そして、発進する99艦爆隊の隊長 団野中尉の悲壮な離陸。
これもまた、異様な光景。
その後、レイテ湾攻撃の為に、フィリピンのレガスピに海軍機が集結。
が、夜間着陸の衝突事故、翌朝の空襲により、総182機が、全滅。
これも目の前で目撃。
続いて、魚雷攻撃に出る、60機の一式陸攻爆撃機、搭乗員480名の出撃戦死。
これも目撃。
「私は日本の国を指導する人々の愛国心という物ものを、深く疑っていた。
彼らは国から教えられたとおりのことを、習い覚えたとおりのことを型通りにやっているだけのことである。
国は自分に都合のよいことだけしか教えなかった。だから、その範囲を超える敵に出会うと、戦う方法が無かった。
国が定めた思考形態の中で、それに合致した者が成績の優秀な者であり、その人間が習い覚えたことをやればやるほど、日本丸は片舷片舷へとかたむいてしまった」
と書かれています。
海軍航空隊が、台湾沖の10月12日から10日余りで受けた被害は、560機、1,120人超の戦死。

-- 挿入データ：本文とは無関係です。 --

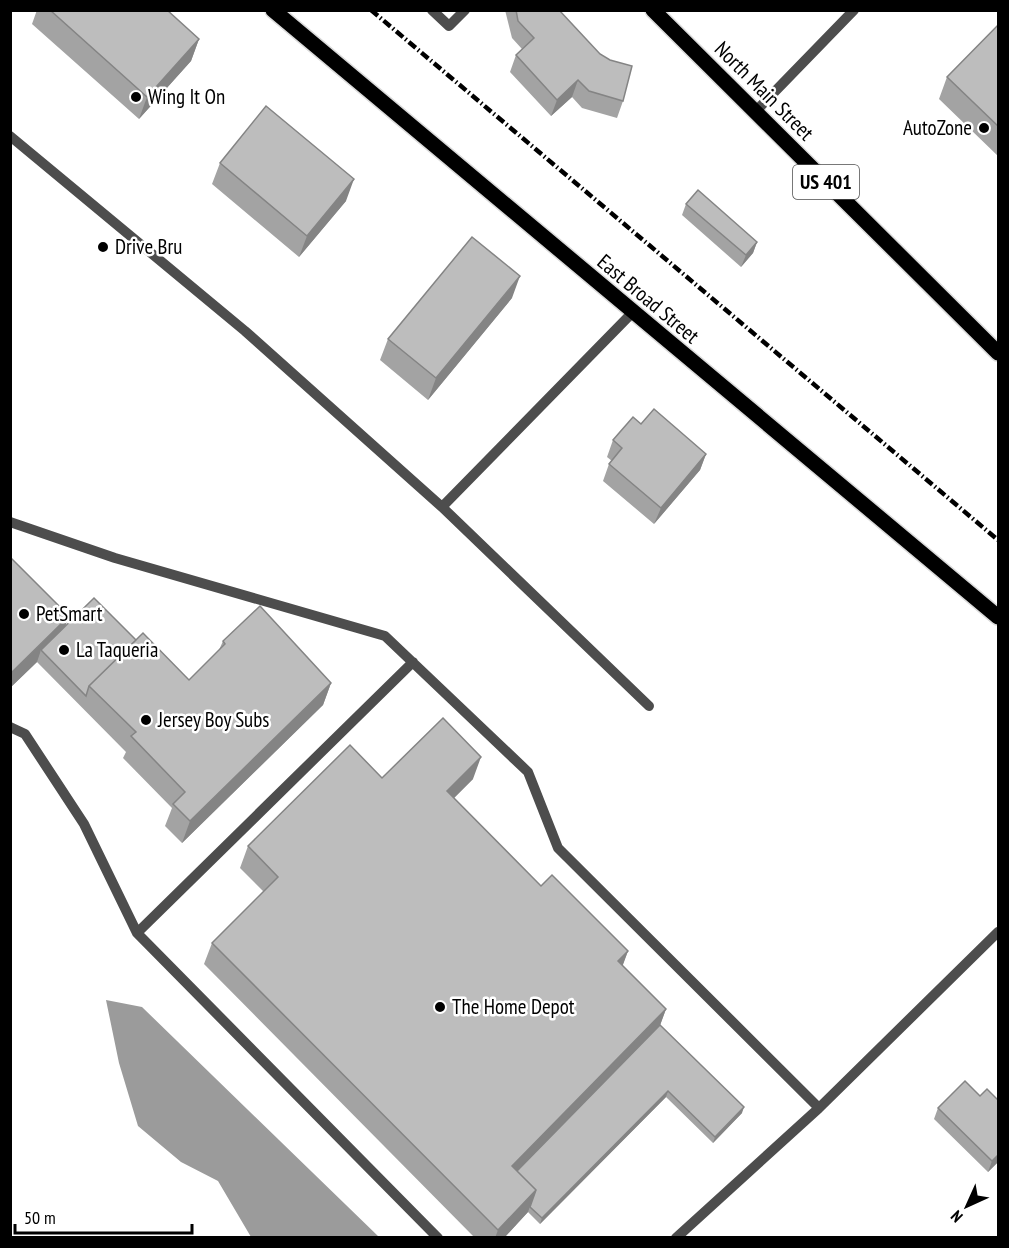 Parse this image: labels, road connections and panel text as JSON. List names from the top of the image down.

ヒシヒシと迫る、戦果のない自滅攻撃の始まった軍隊で、
キリスト教徒である世古氏は、モーゼの十戒と言われる「戒め」を実践します。
その上で死んでしまうなら、それは「さだめ」であると。
だが、戦いから逃げる卑怯な事だけはすまいと、決意します。
<天山艦攻>
そして11月1日に「多号第二次輸送作戦」が開始。
関東軍20万人を、レイテ島オルモックに上陸させる、その援護として湾内の敵艦船を攻撃。
<レイテ島>
これが世古氏、最後の出撃となり、敵戦闘機の襲撃を受け、陸軍病院の近くに不時着。右下腿盲貫銃創、複雑骨折、歯の欠損、同乗の秋元、堀坂兵曹は戦死。
という所で、この本はプッツリ終わります。
多分、飛ぶことが出来なくなった世古氏は、死んだのと同様で、書く事が無くなったのだろうと思います。
当時、最先端の花形職業、飛行兵になった20代の若者は、その明晰な頭脳で、当時の日本の上層部の欠陥をこの本の中で表していきます。
世古氏からの現代への警告ともとれる指摘。
これらを読むと、どうにも最近起きている、現代日本の腐敗、末期っぷりと、かなり重なっていると思います。
そこがどうしても、私を引き寄せ、共感させてしまうのです。
71年前の若者が、最前線で目撃した、日本の近代歴史を追体験出来る、この作品。諸兄も、一度読まれてみてはいかが、と思います。
それでは、次の更新まで!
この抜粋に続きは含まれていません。